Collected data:
-=-=-

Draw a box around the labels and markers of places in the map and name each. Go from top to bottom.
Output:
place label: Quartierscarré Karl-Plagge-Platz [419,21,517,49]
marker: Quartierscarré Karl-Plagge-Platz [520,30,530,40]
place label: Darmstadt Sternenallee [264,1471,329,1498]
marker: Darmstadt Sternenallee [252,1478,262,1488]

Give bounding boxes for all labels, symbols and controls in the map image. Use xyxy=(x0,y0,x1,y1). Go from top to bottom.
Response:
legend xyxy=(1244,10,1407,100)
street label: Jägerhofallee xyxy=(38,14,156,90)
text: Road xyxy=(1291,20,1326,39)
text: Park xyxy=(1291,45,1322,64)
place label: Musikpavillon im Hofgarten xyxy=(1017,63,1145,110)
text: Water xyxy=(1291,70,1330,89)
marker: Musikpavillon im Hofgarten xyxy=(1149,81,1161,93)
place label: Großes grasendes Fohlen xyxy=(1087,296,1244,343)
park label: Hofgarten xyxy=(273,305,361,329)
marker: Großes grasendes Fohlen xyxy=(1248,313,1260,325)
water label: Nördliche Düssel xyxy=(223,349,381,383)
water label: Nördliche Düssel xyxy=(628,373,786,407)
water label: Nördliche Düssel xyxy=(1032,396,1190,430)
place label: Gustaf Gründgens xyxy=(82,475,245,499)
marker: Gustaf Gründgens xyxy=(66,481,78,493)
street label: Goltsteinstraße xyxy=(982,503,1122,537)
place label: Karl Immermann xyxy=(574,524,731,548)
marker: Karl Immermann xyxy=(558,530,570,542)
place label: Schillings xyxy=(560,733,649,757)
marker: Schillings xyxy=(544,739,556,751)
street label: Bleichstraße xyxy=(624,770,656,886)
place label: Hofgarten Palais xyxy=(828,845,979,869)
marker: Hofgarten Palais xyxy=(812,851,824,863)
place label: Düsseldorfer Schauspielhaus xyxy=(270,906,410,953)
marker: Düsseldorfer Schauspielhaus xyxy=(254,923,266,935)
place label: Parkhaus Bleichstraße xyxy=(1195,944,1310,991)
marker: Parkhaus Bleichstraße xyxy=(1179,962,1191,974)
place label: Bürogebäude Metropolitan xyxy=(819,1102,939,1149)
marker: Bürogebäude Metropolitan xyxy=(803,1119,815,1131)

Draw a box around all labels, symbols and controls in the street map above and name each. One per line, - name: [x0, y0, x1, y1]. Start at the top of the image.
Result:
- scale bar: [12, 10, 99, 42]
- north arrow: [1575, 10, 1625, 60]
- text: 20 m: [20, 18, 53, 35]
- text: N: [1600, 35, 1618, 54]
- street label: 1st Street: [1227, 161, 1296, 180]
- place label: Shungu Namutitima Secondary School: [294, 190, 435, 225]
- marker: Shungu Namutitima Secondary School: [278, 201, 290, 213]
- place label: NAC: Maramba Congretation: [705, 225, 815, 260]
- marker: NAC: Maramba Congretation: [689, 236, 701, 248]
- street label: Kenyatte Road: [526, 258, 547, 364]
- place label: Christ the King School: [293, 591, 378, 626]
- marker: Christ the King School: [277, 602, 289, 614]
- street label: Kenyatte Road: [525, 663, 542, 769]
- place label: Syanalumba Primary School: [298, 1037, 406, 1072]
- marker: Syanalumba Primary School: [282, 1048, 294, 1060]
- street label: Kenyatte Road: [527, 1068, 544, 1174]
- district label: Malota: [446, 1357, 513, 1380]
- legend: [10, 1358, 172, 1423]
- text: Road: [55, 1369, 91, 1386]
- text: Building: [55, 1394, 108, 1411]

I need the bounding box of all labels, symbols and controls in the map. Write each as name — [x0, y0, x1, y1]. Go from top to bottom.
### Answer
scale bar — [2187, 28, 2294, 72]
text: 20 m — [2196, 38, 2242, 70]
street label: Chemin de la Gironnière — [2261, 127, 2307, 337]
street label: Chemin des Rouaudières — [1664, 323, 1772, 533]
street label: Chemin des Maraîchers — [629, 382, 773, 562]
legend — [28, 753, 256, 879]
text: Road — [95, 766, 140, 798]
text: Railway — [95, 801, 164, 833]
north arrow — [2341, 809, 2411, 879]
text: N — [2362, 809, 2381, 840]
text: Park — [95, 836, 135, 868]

-=-=-

Look through the entries and return each line that has the word "controls" in it.

Give bounding boxes for all labels, symbols and controls in the map image. Use xyxy=(x0,y0,x1,y1). Go from top to bottom.
Draw a box around all labels, symbols and controls in the street map above and name each. One per line, - name: [x0, y0, x1, y1]. Start at the top of the image.
I need the bounding box of all labels, symbols and controls in the map. Write each as name — [x0, y0, x1, y1]. Go from top to bottom.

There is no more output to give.